Inspirada en el pensamiento de Vera Molnár, pionera en el arte generativo, la obra utiliza el lenguaje algorítmico como medio expresivo. Tal como señala Brea (2008), “el arte contemporáneo ya no se agota en la producción de objetos, sino en la activación de procesos en los que la obra se constituye como un campo abierto de significación”. En este sentido, la imagen final nunca es fija, pero siempre está estructurada: se genera un equilibrio entre el control y la inestabilidad, evocando la lógica matemática, pero también la sensibilidad estética de lo incompleto, lo imperfecto o lo incierto.
Desarrollo técnico, estético y conceptual
La obra se compone de una cuadrícula de 16 × 16 cuadrados que, mediante el uso de ruido Perlin tridimensional, presenta pequeñas perturbaciones en cuatro aspectos: posición, rotación, tamaño y tonalidad.
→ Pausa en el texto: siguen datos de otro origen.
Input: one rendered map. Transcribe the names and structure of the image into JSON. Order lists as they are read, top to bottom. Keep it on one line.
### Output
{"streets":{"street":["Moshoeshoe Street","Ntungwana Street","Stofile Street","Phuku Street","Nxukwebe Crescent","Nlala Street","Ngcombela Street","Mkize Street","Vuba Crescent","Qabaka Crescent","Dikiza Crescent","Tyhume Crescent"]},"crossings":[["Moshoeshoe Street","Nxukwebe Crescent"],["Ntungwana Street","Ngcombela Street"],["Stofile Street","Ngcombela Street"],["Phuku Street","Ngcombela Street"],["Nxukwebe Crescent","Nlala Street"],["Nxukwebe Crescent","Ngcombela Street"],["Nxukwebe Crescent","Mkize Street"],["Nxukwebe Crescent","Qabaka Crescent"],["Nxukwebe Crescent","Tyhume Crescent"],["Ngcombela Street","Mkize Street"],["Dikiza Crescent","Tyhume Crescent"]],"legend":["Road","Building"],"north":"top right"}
El resultado es una imagen dinámica, donde la estructura general se mantiene, pero sus elementos internos vibran, oscilan y mutan con continuidad.
El código implementa el ruido Perlin como herramienta central para generar pequeñas variaciones. A diferencia del azar puro (random), este tipo de ruido produce cambios coherentes y progresivos, que simulan fenómenos naturales o fluidos. Brea (2002) define estas operaciones como propias del arte electrónico, capaz de “producir entornos en los que la variación y la diferencia no son anomalías, sino el motor mismo de la experiencia estética”. En este sentido, la máquina actúa como un colaborador en la composición, estableciendo un diálogo entre la intención humana y la autonomía de los procesos algorítmicos.
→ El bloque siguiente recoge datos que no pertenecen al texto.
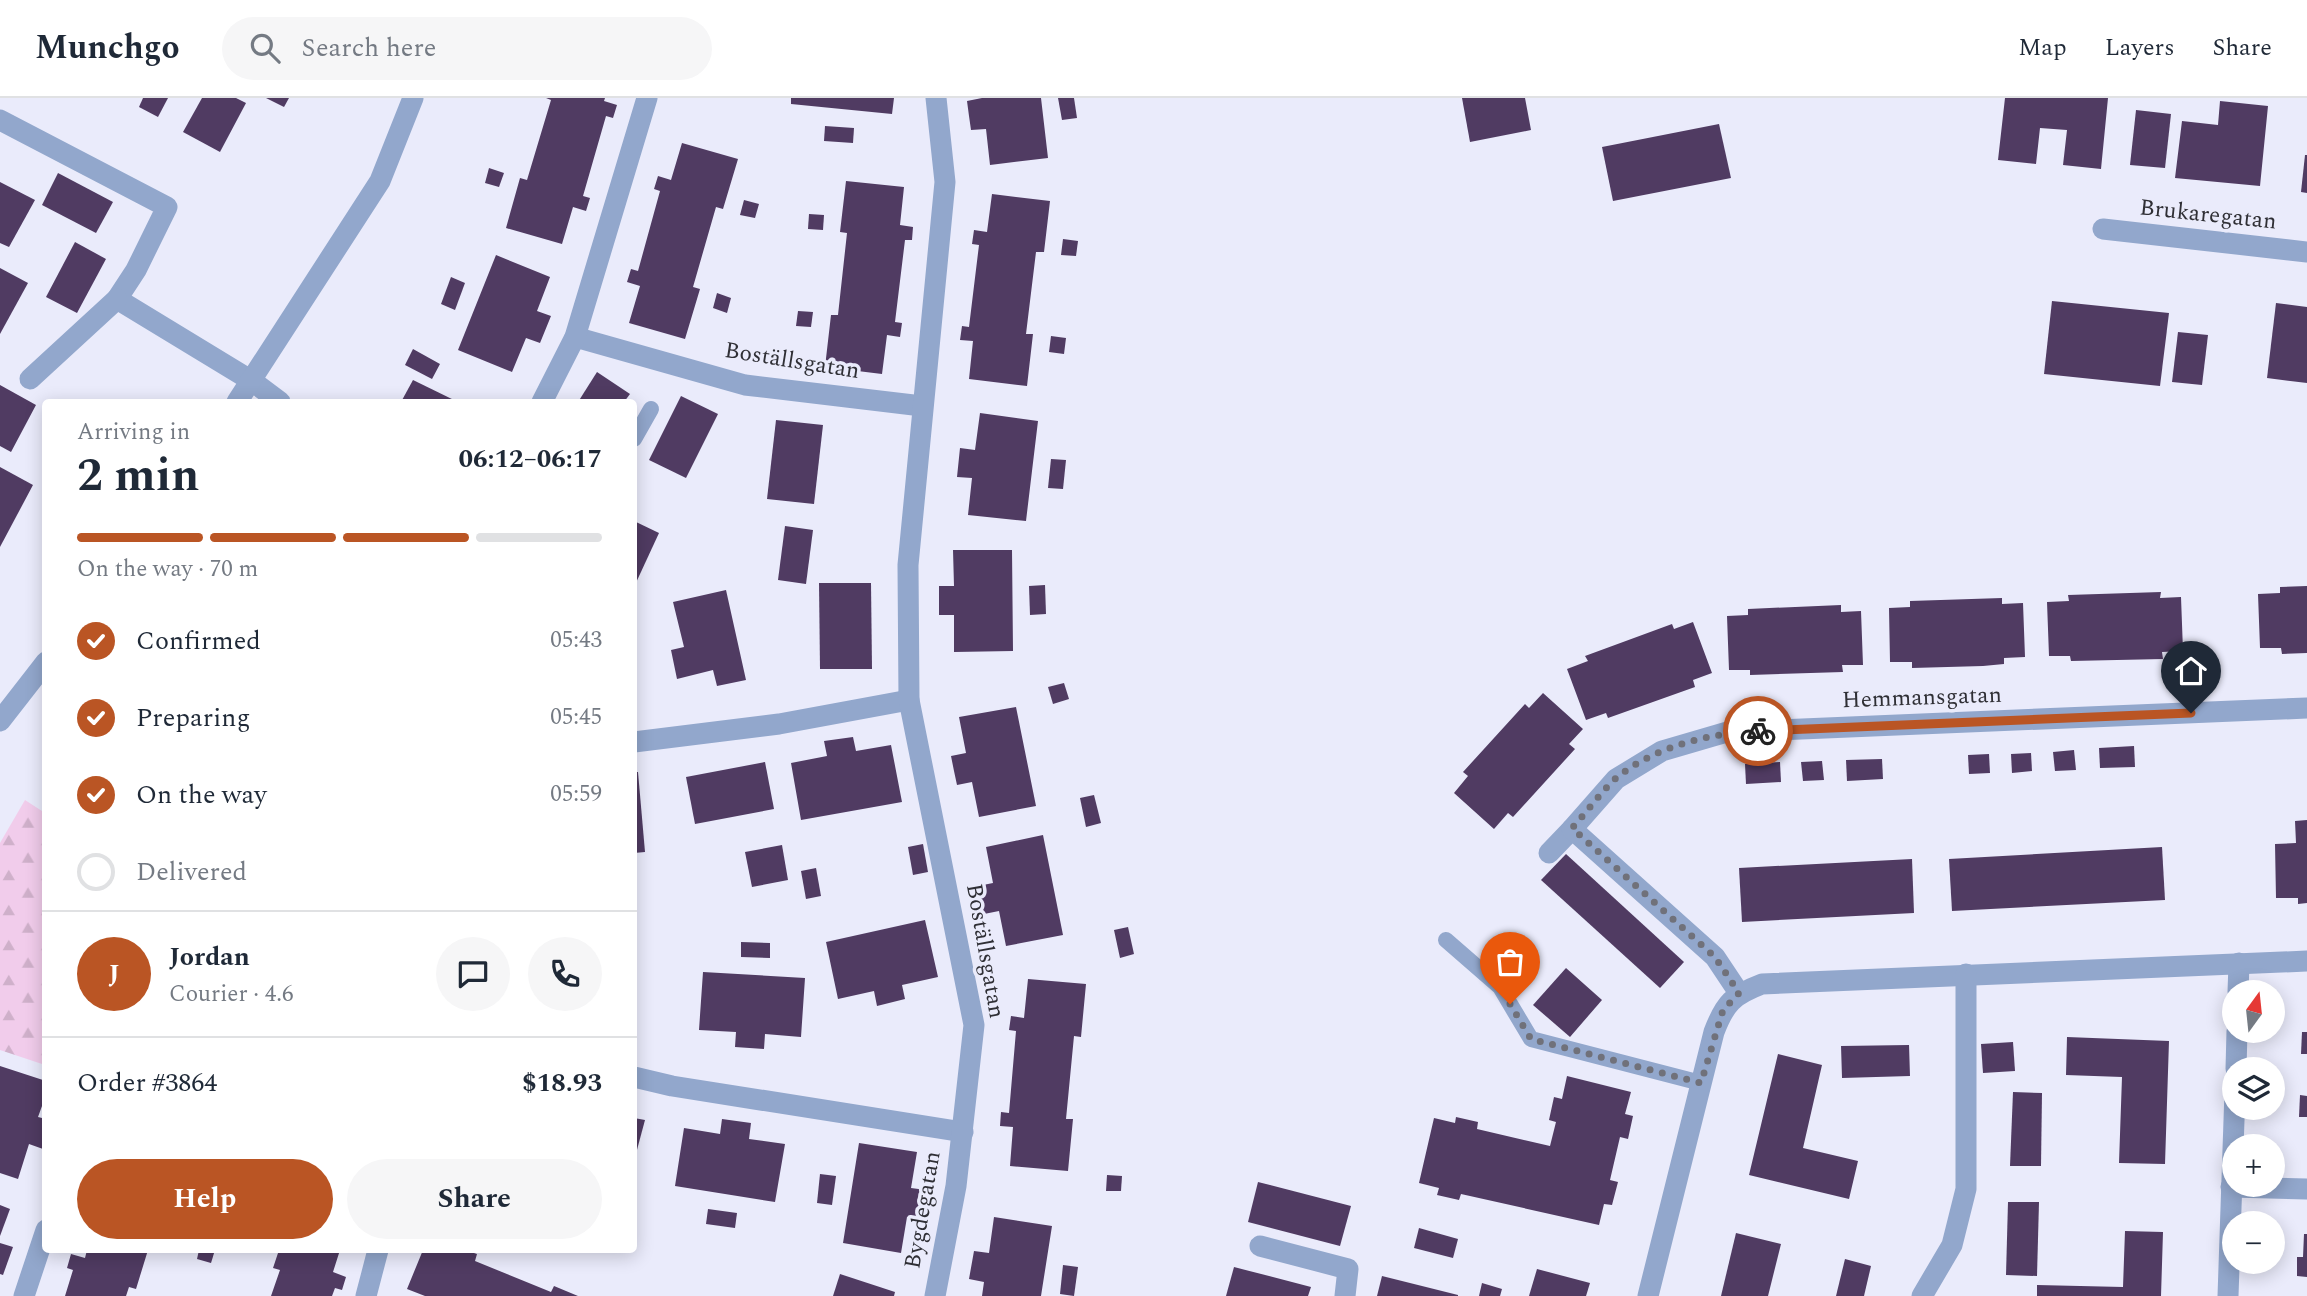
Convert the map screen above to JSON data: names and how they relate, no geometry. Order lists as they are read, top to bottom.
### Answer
{
  "streets": {
    "street": [
      "Brukaregatan",
      "Boställsgatan",
      "Hemmansgatan",
      "Bygdegatan"
    ]
  },
  "crossings": [
    ["Boställsgatan", "Bygdegatan"]
  ],
  "north": "top",
  "page": {
    "header": "Munchgo",
    "search": "Search here",
    "nav": ["Map", "Layers", "Share"],
    "heading": ["2 min", "Arriving in", "06:12–06:17"],
    "panel": [
      "Jordan",
      "Courier · 4.6",
      "Order #3864",
      "$18.93"
    ],
    "bar": "On the way · 70 m",
    "list": [
      ["Confirmed", "05:43"],
      ["Preparing", "05:45"],
      ["On the way", "05:59"],
      "Delivered"
    ],
    "round": "J",
    "map_buttons": ["+", "−"],
    "buttons": ["Help", "Share"]
  }
}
La línea conceptual se construye a partir de la noción de “ruptura del sistema” propuesta por Vera Molnár, entendida como el uso consciente de desviaciones controladas para generar nuevos significados. Esta idea encuentra eco en lo planteado por Brea (2008), para quien “el arte actual trabaja en una tensión productiva entre el orden normativo y la irrupción de lo inesperado”. Así, la obra no busca eliminar el error, sino incorporarlo como elemento generador de forma y sentido.
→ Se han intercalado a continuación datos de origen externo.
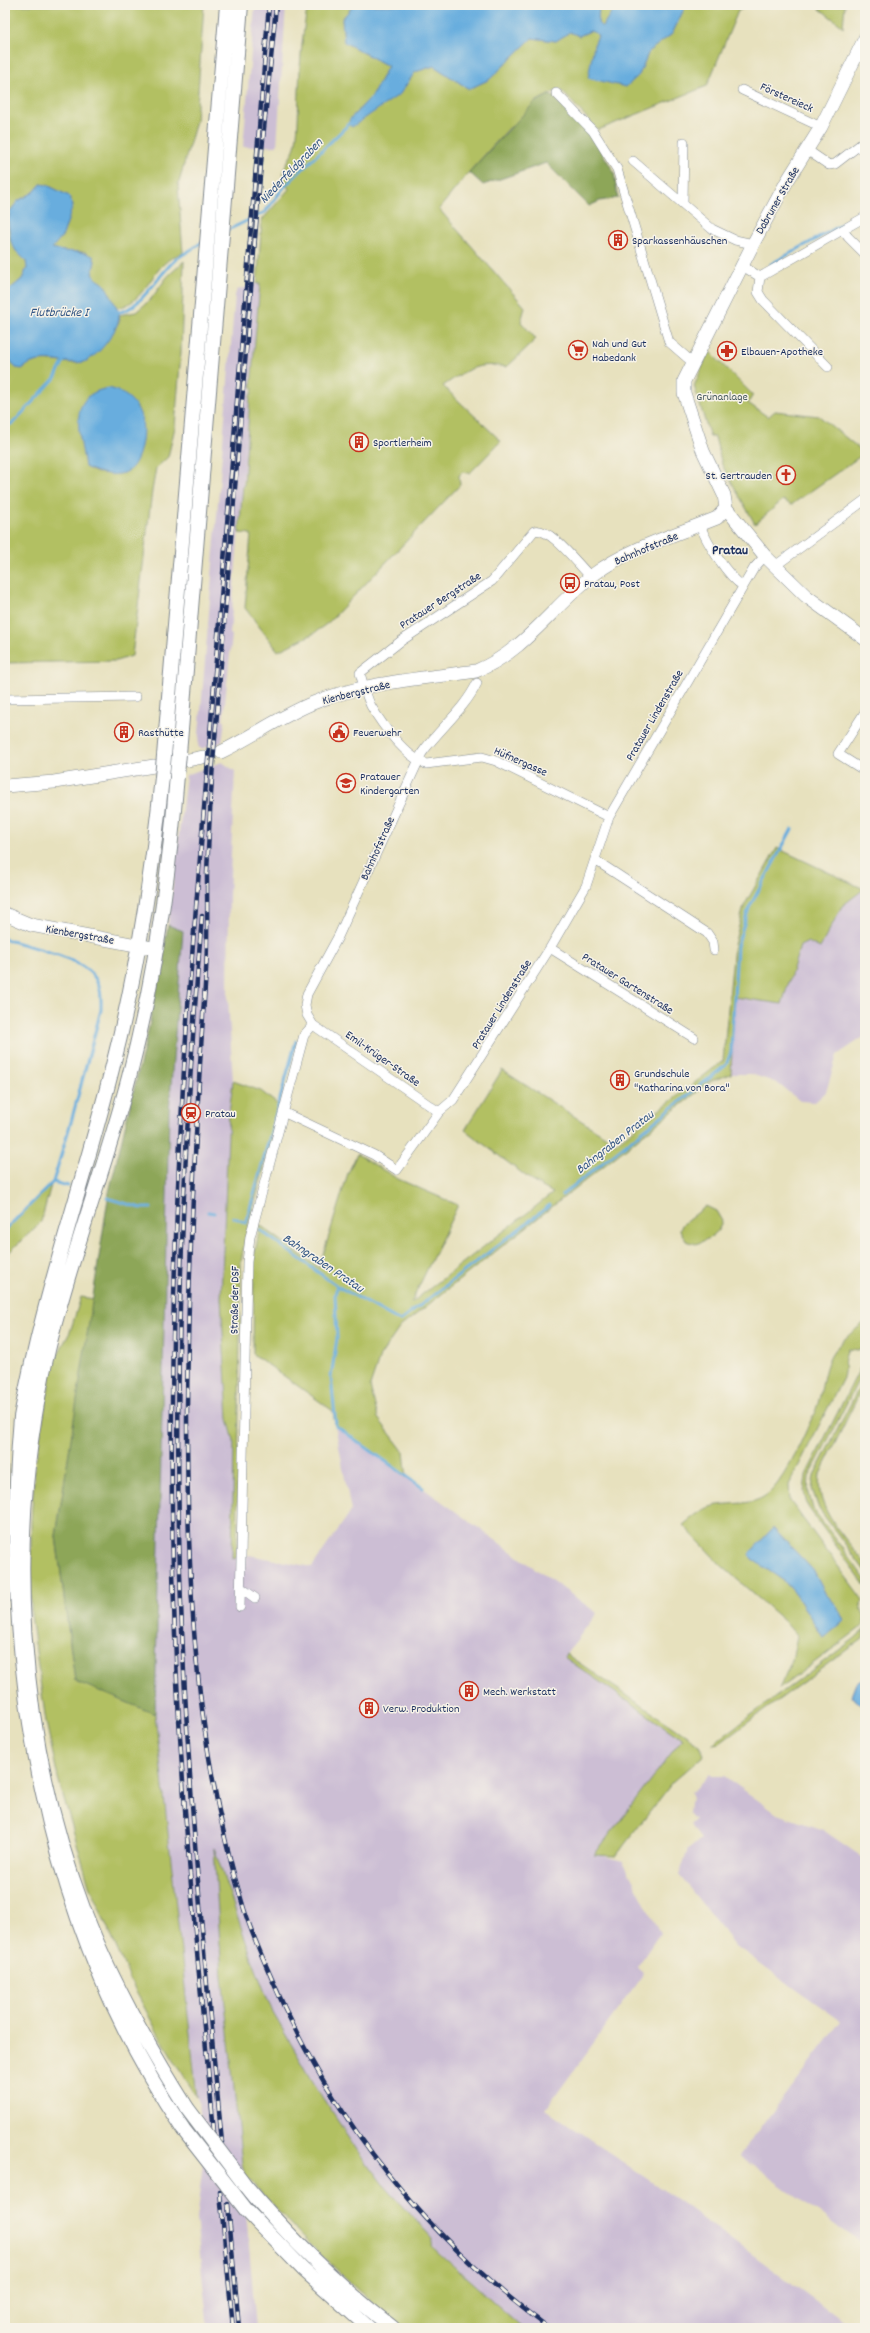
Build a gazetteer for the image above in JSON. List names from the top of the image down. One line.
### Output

En síntesis, la obra busca materializar la idea de un orden sensible: una estructura visual que, lejos de ser estática o perfecta, está viva, respirando a través de pequeñas desviaciones sistemáticas. Esto se vincula con la afirmación de Brea (2002) de que “en la era postmedia, las obras no son productos cerrados, sino sistemas abiertos en permanente reformulación”. De este modo, la propuesta se presenta como un homenaje a Molnár, pero también como una actualización de los debates sobre el rol del arte generativo en el contexto de la cultura digital contemporánea.
Bibliografía
BREA, José Luis. (2008). “Redefinición de las prácticas artísticas (s. 21)” en El tercer umbral. Estatuto de las prácticas artísticas en la era del capitalismo cultural. Murcia: CENDEAC, pp. 106-113.
BREA, José Luis. (2002). “Breve (y desordenado) antiglosario –o diccionario de tópicos- sobre el arte electrónico” en La era postmedia. Acción comunicativa, prácticas (post)artísticas y dispositivos neomediales. Salamanca: CASA Editorial, pp. 4-8.